When I draw a JPEG-Image to Canvas using drawImage()
and after that, using canvas.toDataURL()
to make it saveable local (with right mouseclick), then the saved Jpeg-Image has a reduced filesize about 40%. It is only so, when using Jpeg. PNG, GIF (NON-COMPRESSION-FILES) rises up the size. I thought, if I convert a Image-File to Base64 the size grows up to about 130%. So I think the canvas-element has an own integrated compression-functionality? If so, can I deactivate it?
The Code looks like this:
var img = new Image();
img.onload = function ()
{
var width = img.width;
var height = img.height;
context.drawImage(img, 0, 0,width,height);
document.images[0].src = canvas.toDataURL('image/jpeg');//<-size = 30,2 KB (30.990 Bytes)
}
img.src = "http://www.roomeffect.de/pageslices/RSB.jpg"; //<-original file size = 58,5 KB (59.930 Bytes)
I don't know what the problem is?
You can specify the JPEG quality as the second parameter to the toDataURL function. The default quality in Firefox is 0.92 (92%).

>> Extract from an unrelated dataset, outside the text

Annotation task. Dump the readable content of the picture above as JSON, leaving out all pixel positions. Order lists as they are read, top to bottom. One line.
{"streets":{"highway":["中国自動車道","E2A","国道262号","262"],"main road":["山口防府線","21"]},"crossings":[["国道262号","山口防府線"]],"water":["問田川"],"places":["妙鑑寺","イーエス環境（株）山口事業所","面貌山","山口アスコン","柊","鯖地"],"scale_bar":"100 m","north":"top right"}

https://developer.mozilla.org/en/DOM/HTMLCanvasElement
It's not a problem. JPG is a lossy format, there's no reason to expect a JPG which is expanded into a bitmap (so you can see it on the screen) to be the same size as a new JPG made from compressing that bitmap again. If you want the original file to be saved, save the original file.